(JUST BEING ME series)
Little, Brown & Co., Fall 2005
Illustrated by Nicole Hollander
I LOVE MESSES! began with one idea. One day, when I was visiting a friend, her child began to draw circles in her yoghurt with her thumbs. Then she tipped the rest of the yoghurt on the floor, jumped in it, danced and sang, “I LOVE MESSES!” “That’s a book!” I said to the child’s mother as we all cleaned up the mess. I started writing that night. This story started out a mess of ideas. But after many months of writing, it was finally a book!
“”I LOVE MESSES!” and “I’M ALL DRESSED!” (Little, Brown, each $7.99) from the JUST BEING ME series are great for both children and parents to see how compromise really can make everyone happier. The books by Robie H. Harris, colorfully illustrated by “Sylvia” cartoonist Nicole Hollander, focus on the struggles parents have with their children not wanting to conform to expectations. In the end, kids get their way some of the time and parents learn that sometimes the right way isn’t the only right way: It’s OK to wear your sweatshirt on your legs and your mittens on your feet as long as you’re warm and happy, for example.”

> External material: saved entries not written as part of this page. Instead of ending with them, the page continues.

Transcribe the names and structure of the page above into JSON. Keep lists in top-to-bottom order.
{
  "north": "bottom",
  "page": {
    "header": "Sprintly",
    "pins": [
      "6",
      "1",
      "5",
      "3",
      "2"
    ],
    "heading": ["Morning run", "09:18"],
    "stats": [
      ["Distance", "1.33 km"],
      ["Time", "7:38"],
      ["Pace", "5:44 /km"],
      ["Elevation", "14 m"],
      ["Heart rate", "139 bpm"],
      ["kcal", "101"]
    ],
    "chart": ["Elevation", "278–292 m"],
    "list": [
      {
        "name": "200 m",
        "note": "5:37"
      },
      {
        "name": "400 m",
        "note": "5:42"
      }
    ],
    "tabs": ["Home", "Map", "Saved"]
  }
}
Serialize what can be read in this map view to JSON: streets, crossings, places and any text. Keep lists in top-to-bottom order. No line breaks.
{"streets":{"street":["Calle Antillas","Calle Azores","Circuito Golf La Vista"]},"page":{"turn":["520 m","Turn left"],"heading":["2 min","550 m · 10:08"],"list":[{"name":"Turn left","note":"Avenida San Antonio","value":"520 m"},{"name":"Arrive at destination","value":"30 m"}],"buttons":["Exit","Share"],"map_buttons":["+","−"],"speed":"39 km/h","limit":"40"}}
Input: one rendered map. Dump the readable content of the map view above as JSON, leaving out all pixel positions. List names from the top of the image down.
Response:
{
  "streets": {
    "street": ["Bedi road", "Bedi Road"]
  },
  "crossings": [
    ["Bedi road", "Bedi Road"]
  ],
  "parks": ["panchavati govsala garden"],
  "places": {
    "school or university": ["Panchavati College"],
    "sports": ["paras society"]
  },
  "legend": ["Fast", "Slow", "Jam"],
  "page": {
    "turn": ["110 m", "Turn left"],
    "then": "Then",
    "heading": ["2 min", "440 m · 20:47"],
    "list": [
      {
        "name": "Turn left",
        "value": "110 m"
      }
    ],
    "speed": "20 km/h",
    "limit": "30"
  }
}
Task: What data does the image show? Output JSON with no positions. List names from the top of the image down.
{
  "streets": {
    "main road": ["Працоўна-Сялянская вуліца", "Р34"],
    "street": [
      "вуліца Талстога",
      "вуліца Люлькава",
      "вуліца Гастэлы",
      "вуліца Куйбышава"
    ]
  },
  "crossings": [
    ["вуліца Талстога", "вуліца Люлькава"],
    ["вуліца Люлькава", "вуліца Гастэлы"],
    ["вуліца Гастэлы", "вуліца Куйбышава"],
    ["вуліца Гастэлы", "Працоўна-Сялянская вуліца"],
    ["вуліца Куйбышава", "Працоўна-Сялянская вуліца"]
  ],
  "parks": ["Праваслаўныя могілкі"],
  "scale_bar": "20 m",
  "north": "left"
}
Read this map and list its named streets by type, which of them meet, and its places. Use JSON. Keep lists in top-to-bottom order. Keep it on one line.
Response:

-Detroit News and Free Press, January 22, 2006
“The small, brightly illustrated books in the JUST BEING ME series, by the author of the classic IT’S PERFECTLY NORMAL (1994) and the GROWING UP STORIES series on child development, portray behavioral flashpoints from a child’s first-person perspective. A note addressed to parents explains how each fictional scenario reflects an important developmental stage and discusses how parents might balance “enjoyment of their child’s individuality… with the necessities of daily life.” The girl in I LOVE MESSES! exercises her creativity by making food into a “cold, wet, slippery, mushy, mess,” then helps her exasperated but understanding father clean up. In I’M ALL DRESSED! a boy of color strips off his winter wardrobe and reapplies it by himself, resulting in a topsy-turvy outfit that he proudly wears outside (with his flexible parents’ permission). Although some adults may fear the willful, experimental acts depicted will be understood by children as carte blanche to act out, many others will appreciate the clear voice of reason ringing through the stories’ humor and chaos — while children will simply exult in the silly fun modeled on the pages.”